Perhaps the dish that epitomises what Royer calls his ‘essential cuisine’ approach is Hokkaido Uni, which features just four ingredients, each bringing something to the plate: sea urchin for sweetness, caviar for salt, langoustine for texture and Granny Smith apple for the crunch. A winner with customers, this pretty-looking dish achieves just the right balance of its four components, without so much as a sprinkle of seasoning.
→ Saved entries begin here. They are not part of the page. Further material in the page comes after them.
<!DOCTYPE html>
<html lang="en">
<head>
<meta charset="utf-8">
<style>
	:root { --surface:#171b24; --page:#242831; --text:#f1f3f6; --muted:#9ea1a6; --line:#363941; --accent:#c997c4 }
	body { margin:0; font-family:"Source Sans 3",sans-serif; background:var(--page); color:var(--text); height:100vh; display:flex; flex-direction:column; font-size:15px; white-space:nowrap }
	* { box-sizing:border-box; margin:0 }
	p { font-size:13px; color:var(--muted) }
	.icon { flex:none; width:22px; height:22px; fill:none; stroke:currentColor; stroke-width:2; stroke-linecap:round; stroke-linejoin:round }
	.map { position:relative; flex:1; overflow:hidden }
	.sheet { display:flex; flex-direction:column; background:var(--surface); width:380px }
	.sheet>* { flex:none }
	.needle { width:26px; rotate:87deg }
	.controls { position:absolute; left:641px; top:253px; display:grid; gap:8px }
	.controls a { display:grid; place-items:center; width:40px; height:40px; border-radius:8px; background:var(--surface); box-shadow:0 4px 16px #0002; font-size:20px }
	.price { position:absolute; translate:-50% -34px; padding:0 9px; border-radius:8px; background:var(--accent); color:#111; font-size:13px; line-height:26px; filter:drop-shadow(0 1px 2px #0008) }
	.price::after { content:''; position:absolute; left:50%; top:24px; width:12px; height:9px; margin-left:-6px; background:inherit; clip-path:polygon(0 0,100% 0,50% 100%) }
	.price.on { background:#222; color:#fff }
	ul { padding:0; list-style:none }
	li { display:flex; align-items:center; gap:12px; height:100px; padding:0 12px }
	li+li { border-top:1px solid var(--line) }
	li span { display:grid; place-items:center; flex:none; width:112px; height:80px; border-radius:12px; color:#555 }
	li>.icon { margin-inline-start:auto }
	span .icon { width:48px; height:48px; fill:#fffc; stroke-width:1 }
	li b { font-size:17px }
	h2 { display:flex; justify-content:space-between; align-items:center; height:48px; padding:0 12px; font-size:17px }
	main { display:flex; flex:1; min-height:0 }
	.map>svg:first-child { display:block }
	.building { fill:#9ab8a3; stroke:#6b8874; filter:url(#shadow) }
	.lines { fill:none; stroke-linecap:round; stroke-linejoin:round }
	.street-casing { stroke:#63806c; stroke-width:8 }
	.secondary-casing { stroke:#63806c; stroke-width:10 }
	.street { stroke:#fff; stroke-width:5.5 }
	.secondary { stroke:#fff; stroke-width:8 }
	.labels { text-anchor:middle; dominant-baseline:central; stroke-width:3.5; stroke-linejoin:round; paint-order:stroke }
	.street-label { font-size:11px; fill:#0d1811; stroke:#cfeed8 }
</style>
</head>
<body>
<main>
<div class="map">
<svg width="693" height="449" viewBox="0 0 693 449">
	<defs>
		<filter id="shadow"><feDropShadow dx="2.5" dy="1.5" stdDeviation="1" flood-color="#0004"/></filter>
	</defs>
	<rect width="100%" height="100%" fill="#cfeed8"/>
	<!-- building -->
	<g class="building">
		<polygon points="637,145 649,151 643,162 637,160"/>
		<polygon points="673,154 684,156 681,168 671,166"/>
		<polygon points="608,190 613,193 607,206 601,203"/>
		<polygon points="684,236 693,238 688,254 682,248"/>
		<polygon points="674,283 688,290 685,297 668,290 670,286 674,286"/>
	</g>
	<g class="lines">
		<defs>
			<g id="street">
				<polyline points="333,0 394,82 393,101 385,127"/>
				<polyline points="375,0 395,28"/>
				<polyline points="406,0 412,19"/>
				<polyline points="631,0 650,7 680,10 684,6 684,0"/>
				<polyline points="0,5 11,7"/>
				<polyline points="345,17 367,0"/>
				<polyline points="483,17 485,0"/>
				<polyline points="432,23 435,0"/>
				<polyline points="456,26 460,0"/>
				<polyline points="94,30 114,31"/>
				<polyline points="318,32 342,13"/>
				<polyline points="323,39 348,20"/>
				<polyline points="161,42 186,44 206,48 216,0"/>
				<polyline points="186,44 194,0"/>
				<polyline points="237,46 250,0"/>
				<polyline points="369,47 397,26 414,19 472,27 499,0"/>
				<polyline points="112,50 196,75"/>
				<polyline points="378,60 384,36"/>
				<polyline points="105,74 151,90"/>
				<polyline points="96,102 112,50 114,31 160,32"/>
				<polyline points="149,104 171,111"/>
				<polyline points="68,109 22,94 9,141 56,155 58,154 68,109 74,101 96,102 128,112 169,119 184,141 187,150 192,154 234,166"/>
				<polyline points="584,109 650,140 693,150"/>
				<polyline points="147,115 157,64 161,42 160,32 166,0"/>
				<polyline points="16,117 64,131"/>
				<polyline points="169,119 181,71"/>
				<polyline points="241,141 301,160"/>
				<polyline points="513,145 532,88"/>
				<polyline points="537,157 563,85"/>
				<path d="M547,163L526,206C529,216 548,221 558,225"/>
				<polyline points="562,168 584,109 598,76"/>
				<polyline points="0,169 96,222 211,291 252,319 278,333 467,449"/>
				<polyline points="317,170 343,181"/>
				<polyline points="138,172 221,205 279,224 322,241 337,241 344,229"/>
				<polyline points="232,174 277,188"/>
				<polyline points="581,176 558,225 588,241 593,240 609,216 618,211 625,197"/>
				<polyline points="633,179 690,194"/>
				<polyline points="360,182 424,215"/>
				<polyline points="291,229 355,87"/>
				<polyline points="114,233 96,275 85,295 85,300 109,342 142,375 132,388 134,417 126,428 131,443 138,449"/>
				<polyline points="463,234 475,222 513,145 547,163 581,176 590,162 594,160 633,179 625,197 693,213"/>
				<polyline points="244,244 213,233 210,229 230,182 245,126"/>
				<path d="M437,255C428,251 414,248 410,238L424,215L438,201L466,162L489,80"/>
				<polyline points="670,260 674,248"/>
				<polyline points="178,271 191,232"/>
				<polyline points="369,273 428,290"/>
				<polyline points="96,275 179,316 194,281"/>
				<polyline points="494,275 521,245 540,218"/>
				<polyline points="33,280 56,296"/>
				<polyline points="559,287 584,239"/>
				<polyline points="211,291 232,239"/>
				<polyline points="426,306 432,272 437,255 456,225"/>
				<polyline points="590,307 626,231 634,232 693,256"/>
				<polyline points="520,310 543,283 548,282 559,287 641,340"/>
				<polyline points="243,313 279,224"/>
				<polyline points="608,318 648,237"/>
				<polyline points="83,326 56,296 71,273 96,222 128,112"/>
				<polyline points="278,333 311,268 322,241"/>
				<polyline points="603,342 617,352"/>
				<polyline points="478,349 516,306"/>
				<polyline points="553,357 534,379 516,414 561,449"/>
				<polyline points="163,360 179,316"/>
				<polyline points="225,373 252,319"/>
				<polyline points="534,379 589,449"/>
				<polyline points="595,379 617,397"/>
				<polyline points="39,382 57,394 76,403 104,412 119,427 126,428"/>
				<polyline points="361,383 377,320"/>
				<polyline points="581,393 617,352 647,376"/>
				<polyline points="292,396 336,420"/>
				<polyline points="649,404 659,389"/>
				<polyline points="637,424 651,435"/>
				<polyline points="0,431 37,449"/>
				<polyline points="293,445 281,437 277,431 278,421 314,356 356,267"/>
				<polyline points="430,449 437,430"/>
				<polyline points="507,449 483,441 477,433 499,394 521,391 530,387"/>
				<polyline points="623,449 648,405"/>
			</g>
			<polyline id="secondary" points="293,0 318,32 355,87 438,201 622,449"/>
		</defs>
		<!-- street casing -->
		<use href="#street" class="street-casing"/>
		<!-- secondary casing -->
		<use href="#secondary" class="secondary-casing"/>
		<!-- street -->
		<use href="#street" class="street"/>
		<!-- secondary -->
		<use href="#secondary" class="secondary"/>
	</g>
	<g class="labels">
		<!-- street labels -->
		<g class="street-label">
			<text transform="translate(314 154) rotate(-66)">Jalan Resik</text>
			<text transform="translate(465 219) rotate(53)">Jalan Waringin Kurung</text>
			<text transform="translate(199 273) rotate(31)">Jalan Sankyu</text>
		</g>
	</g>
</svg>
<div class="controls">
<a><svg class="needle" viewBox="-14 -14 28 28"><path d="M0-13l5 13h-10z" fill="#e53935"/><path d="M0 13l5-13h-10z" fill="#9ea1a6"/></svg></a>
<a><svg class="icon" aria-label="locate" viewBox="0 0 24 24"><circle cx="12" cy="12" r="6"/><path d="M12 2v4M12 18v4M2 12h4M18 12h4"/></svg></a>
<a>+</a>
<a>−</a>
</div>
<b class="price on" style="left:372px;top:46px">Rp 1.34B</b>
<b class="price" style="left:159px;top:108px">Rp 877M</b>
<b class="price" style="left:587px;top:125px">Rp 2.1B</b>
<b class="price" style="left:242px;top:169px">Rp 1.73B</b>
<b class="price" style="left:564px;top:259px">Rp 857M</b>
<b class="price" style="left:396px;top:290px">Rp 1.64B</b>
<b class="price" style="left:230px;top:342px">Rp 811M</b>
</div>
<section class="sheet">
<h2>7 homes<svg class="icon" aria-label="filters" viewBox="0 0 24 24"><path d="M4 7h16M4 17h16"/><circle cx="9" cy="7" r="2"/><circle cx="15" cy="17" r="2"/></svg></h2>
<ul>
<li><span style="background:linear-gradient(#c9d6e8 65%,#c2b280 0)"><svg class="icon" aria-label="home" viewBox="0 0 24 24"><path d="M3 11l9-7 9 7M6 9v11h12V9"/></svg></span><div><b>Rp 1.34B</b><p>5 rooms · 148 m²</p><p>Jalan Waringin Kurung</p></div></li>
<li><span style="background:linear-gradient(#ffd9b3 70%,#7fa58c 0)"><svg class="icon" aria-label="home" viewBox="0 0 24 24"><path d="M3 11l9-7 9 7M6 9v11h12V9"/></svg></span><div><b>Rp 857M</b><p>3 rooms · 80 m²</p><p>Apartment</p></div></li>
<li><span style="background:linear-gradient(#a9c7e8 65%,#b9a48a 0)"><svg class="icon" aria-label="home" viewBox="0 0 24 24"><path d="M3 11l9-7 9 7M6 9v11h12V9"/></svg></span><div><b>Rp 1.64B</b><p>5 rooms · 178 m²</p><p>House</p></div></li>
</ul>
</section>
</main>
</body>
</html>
Royer was a highly creative chef at Jaan, the sky-scraping restaurant in the Swissôtel The Stamford, Singapore, where he led the kitchen from 2011 to 2015. But in the hotel restaurant environment, he didn’t have the freedom to dictate beyond the plate, and thus began to think about opening his own place. His daydreams turned into reality after he met business partner Wee Teng Wen, a regular guest and supporter of Jaan who was keen to back Royer’s new project.
“Going from a chef de cuisine job to a restaurateur is really a new learning experience,” he says. “I was given a lot of freedom and was able to appreciate every aspect, from the design to the chinaware to the decoration, the music and the atmosphere of the restaurant. It was really cool for me to not just be a chef but to be able to create an entire experience that makes sense – which was not the case before.”
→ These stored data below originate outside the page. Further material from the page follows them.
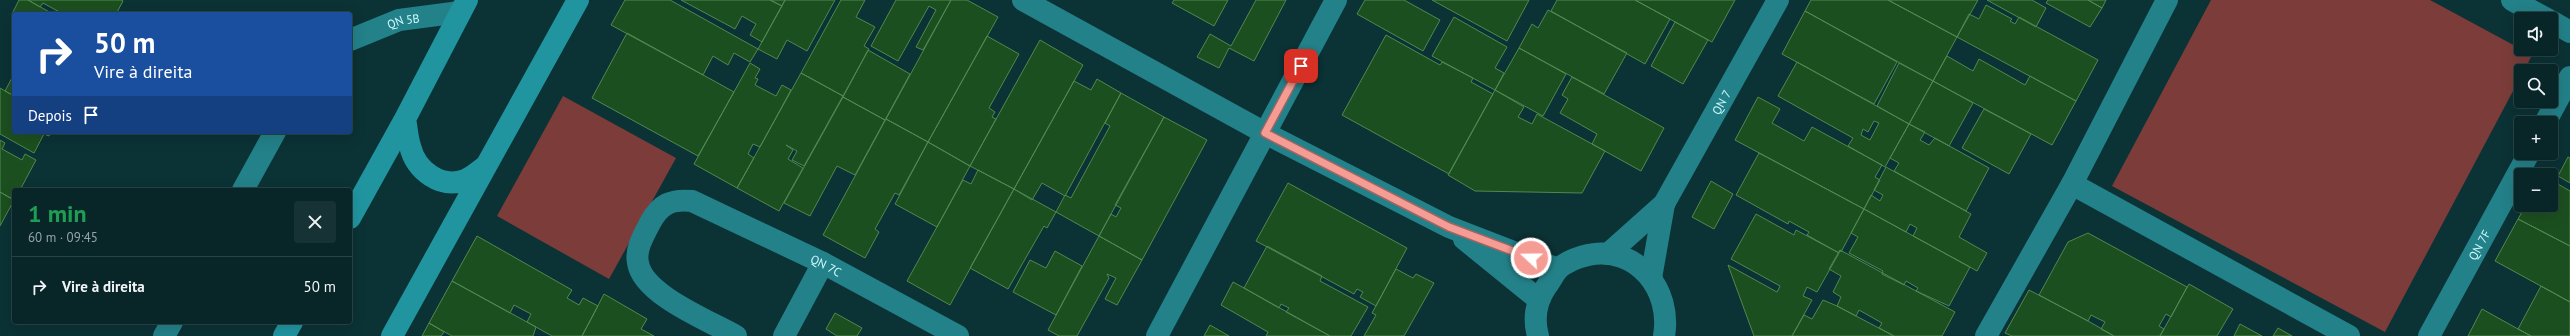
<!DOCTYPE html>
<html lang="pt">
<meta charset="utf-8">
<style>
body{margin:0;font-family:"PT Sans",sans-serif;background:#163234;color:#f1f3f6;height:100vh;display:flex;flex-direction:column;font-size:15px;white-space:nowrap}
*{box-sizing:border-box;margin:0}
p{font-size:13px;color:#98a5a8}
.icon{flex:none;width:22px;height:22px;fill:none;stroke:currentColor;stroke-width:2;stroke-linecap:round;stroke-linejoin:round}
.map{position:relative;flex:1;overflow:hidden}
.side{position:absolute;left:12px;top:188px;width:340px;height:136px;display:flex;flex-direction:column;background:#082628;border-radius:4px;box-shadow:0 4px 16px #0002,0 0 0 1px #294345}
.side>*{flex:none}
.hud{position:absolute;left:12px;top:12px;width:340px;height:122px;border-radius:4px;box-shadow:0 4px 16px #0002,0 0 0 1px #294345;background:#1a4fa0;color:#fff;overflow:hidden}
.buttons{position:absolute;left:2514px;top:12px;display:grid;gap:8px}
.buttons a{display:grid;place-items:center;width:44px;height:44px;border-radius:4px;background:#082628;box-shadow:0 4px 16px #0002,0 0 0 1px #294345;font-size:20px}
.pin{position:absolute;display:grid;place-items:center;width:34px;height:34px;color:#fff;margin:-17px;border-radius:8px;box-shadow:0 2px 6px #0006}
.me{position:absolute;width:44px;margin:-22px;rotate:291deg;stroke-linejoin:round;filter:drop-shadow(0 0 3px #0008)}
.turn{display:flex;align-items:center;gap:14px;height:84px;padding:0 16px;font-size:18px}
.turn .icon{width:52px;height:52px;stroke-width:2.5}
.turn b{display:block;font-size:28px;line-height:34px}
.then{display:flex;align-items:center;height:38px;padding:0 16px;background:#0003;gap:8px;font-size:15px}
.round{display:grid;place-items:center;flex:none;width:42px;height:42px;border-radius:4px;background:#163234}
.head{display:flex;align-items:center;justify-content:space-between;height:68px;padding:0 16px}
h1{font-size:24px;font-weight:800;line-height:30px;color:#1e9e55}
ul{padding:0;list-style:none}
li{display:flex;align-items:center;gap:12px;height:60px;padding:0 16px;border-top:1px solid #294345}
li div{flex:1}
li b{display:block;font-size:15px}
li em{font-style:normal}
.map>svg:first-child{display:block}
</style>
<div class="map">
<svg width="2570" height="336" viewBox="0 0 2570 336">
<rect width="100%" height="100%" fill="#0b3235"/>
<path fill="#7c3d3a" d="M2211 0H2430L2532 55 2524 71H2521V76L2385 332 2112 186Z
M563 96 676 158 609 279 497 216Z"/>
<path fill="#1c4f1f" stroke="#4f8950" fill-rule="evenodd" d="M19 0H28L53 14 14 15 12 14Z
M28 0H122L123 1 116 14H89L87 12 86 14H63L43 3 40 7Z
M625 0H670L758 49 750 62 734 53 728 65 713 56 703 75 611 25Z
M681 0H770L782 6 762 42 750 35 756 24 742 16 735 29Z
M770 0H785L782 6Z
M785 0H835L807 51 787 40 777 59 758 49Z
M841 0H865L856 17 875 27 864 46 869 49 843 96 801 73Z
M896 0H951L923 50 916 47 936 10 929 6 898 61 871 46Z
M951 0H967L998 17 928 142 886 119Z
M1174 0H1228L1214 26 1172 3Z
M1256 0H1286L1254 61 1229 48 1219 68 1197 57 1210 34 1231 46Z
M1365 0H1404L1440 20 1423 51 1357 14Z
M1432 0H1529L1507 41Z
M1557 0H1635L1670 19 1645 64 1551 11Z
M1635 0H1735L1712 42Z
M1811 0H1888L1957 37 1933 81 1805 11Z
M1888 0H1978L1957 37Z
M1987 0H2032L2046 8 2036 27Z
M2048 0H2088L2102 8 2090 27 2046 3Z
M2088 0H2106L2102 8Z
M1986 5 2012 19 2010 21 2015 24 2019 17 2098 60 2076 101 1957 37 1969 14 1979 19Z
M1548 10 1627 53 1604 94 1519 48 1532 24 1538 28Z
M1805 11 1897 62 1874 104 1782 54Z
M1454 17 1507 47 1495 68 1504 73 1495 90 1432 56Z
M1675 22 1708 40 1683 84 1651 66Z
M627 33 734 92 698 156 592 98Z
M1386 35 1440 65 1442 62 1473 78 1471 82 1493 94 1449 174 1342 115Z
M987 36 1019 54 989 108 995 112 992 117 996 119 970 166 928 142Z
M1040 40 1083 65 1014 189 970 166Z
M1519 48 1566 74 1543 116 1495 90Z
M868 50 910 74 885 120 843 97Z
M1947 56 1973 71 1979 59 2025 85 2030 76 2076 101 2052 145 1933 81Z
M1797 62 1909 124 1885 167 1848 146 1853 138 1778 96ZM1874 121 1879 123 1870 140 1861 135 1863 129 1868 132Z
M750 63 760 69 755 78 758 79 755 85 776 96 782 85 791 90 760 147 753 144 748 154 754 158 737 188 694 164Z
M1899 63 1933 81 1909 124 1877 106Z
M801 73 843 96 804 166 792 160 797 151 786 145 793 150 788 159 803 168 779 211 737 188Z
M14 74V96L5 91Z
M1572 77 1664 128 1641 171 1592 144 1597 134 1560 113 1568 99 1562 95Z
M1097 79 1121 93 1065 196 1042 183 1032 200 1014 189 1074 81 1091 90Z
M1933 81 1973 103 1949 146 1909 124Z
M0 88 14 96V132H51L49 136 44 134 34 153 0 134Z
M1495 90 1524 107 1518 117 1532 124 1537 114 1605 151 1582 193 1475 191 1448 175Z
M1121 93 1164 117 1099 236 1056 212 1065 195 1071 198 1110 126 1105 123Z
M843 97 885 120 855 175 837 166 810 216 784 203Z
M1758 97 1780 109 1772 123 1804 141 1812 127 1882 165 1875 177 1880 180 1864 209 1735 140Z
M1984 109 2031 134 2009 174 1962 148Z
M1164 117 1207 140 1142 260 1099 236 1111 214 1116 217 1121 208 1115 205Z
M886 119 928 142 899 195 895 193 875 229 879 232 865 258 823 235Z
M1909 124 1925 132 1920 140 1929 145 1935 138 1989 168 1966 211 1894 171 1899 163 1890 158Z
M0 140 5 143 2 149 22 160 25 154 36 160 20 190H14V200L0 192Z
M928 142 970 166 937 227 895 204Z
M1759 153 1864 209 1841 252 1840 250 1839 253 1807 235 1809 232 1789 221 1788 224 1736 195Z
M2568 157 2570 158V183L2558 176Z
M1886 167 1971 214 1959 237 1987 253 1977 271 1913 236 1917 228 1910 224 1906 232 1864 209 1871 195 1880 201 1883 195 1874 190Z
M978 170 1014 189 950 305 907 281 963 180 971 184Z
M2551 180 2570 191V246L2518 219 2526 205H2551Z
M1711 181 1733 194 1714 229 1692 217Z
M1288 183 1407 248 1376 306 1360 297 1363 292 1357 289 1354 294 1256 241Z
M1014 189 1056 212 1047 228 1044 226 1008 289 970 268Z
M0 192 14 200 0 226Z
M1864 209 1970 267 1949 306 1916 291 1918 288 1906 281 1904 285 1882 274 1883 271 1849 253 1858 237 1851 233Z
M1756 214 1794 235 1796 230 1839 253 1817 292 1807 287 1803 296 1812 300 1792 336H1754L1728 265 1777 292 1780 286 1731 259Z
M2518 219 2570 246V302L2495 261Z
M2088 233 2187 287 2171 317 2166 314 2159 326 2164 329 2160 336H2114L2101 329 2105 322 2091 315 2088 321 2039 295 2068 242Z
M477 236 572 290 567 298 579 305 583 298 598 306 582 336H552L527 322 531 314 514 305 510 313 452 281Z
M1099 236 1142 260 1117 305 1105 299 1116 278 1107 274 1109 278 1077 336H1059L1048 330Z
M1267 246 1322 276 1320 281 1368 307 1351 336H1330L1286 312 1289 308 1281 304 1279 308 1244 288Z
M1840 250 1955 312 1942 336H1894L1879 328 1882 323 1859 310 1856 316 1837 306 1841 297 1833 292 1841 276 1829 269Z
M1055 251 1082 266 1056 315 1013 292 1030 260 1046 268Z
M1396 269 1413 278 1416 274 1434 283 1404 336H1364L1376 315 1372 313Z
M452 281 536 327 533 336H452L429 323Z
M1233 282 1244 288 1330 336H1266L1268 332 1221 305Z
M2189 284 2233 309 2224 324 2217 336H2160Z
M2541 286 2570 302V336H2531L2518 329Z
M2029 290 2088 321 2114 336H2012L2005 333Z
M604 294 647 319 641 329 654 336H582Z
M1823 300 1837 306 1894 336H1792L1804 315 1812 319Z
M2482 309 2518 329 2531 336H2468Z
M835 313 862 328 857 336H837L826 329Z
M429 323 444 332 441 336H422Z
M2240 324 2262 336H2234Z
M1210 325 1229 336H1204Z
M2278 328 2292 336H2273Z"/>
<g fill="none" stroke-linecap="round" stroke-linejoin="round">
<g stroke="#238189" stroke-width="22">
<path d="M1023 0 1265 133 1449 227 1558 269"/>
<path d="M2512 0 2547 19"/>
<path d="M2551 21 2570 32"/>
<path id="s1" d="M350 40 399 20 460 12"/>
<path d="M2545 123 2570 77"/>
<path d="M2072 184 2349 336"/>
<path d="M243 190 275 132"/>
<path d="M1464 239 1538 299"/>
<path id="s2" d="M1608 254 1664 204 1778 0"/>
<path d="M1651 278 1664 204"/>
<path d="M164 336 172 322"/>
<path id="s3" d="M736 336C710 321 643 295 638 263 635 249 644 235 650 223 660 204 671 199 692 201L823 263 958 336"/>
<path d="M784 336 823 263"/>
<path d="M1157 336 1336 0"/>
<path d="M1538 336C1533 318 1536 302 1546 287 1550 282 1554 274 1558 269 1566 262 1579 257 1588 255 1638 245 1672 291 1664 336"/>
<path d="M1986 336 2072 184 2167 0"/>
<path id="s4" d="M2429 336 2529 153"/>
</g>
<path stroke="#2095a0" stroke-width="22" d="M405 119C407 128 407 137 410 146 416 171 441 189 465 180 473 177 480 170 486 166
M350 218 405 119 467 0
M284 336 292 322
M392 336 578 0"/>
</g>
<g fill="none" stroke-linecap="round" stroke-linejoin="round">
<g stroke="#9f6561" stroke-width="10">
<path id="route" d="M1301 66 1265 133 1449 227 1531 258"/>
</g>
<use href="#route" stroke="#f59c95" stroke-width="7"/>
</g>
<g text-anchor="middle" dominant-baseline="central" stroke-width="4" stroke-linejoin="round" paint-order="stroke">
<g font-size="12" fill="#d1fafe" stroke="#01282b">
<text stroke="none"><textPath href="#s1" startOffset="57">QN 5B</textPath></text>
<text stroke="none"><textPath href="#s2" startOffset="192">QN 7</textPath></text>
<text stroke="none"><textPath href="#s4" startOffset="104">QN 7F</textPath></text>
<text stroke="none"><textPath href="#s3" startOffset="368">QN 7C</textPath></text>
</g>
</g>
</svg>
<div class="buttons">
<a><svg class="icon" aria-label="sound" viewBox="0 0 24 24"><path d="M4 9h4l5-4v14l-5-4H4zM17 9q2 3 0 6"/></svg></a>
<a><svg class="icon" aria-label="search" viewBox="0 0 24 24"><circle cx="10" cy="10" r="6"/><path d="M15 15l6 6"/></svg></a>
<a>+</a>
<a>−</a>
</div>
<div class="pin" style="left:1301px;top:66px;background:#d93025"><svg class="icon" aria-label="arrive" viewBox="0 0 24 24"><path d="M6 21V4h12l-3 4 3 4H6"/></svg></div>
<svg class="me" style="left:1531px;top:258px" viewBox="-20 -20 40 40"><circle r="17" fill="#f59c95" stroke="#fff" stroke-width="3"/><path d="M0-11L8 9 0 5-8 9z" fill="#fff"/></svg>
<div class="hud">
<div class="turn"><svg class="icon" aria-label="right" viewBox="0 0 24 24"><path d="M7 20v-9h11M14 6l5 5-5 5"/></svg><div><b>50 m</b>Vire à direita</div></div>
<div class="then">Depois<svg class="icon" aria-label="arrive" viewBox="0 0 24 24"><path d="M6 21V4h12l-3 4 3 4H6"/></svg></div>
</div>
<section class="side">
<div class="head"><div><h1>1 min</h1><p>60 m · 09:45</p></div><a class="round"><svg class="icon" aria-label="close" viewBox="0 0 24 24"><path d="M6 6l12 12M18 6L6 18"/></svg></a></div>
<ul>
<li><svg class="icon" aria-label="right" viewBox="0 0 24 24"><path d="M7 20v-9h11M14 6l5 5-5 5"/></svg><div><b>Vire à direita</b></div><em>50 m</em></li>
</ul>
</section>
</div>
That experience was brought to life at the iconic National Gallery Singapore, in a space decorated under the creative direction of Singaporean artist Dawn Ng. Featuring a glass-enclosed kitchen and a soft colour palette, the interior respects the historic location while complementing the colourful, delicate-looking dishes on Royer’s six- and eight-course modern French tasting menus.
With just 12 tables and a small private room seating six to eight people, Odette is booked up two months in advance for weekends and four to six weeks for weekdays. Most of the front-of-house team is new to Singapore, with Royer’s General Manager Steven Mason coming all the way from The Ledbury in London. Part of the restaurant’s success, Royer says, was being ready on day one.
“The most challenging part is the opening itself,” he says. “We were expected to be good straight away so there was a lot of pressure. We did okay – not great, but we delivered something quite good from the start. I’m never satisfied with what we do and I think about doing it better every day, but you have to step back and say ‘Wow, this is what we did on the first day and it’s actually quite good’.”
Quite good, we suspect, is an understatement.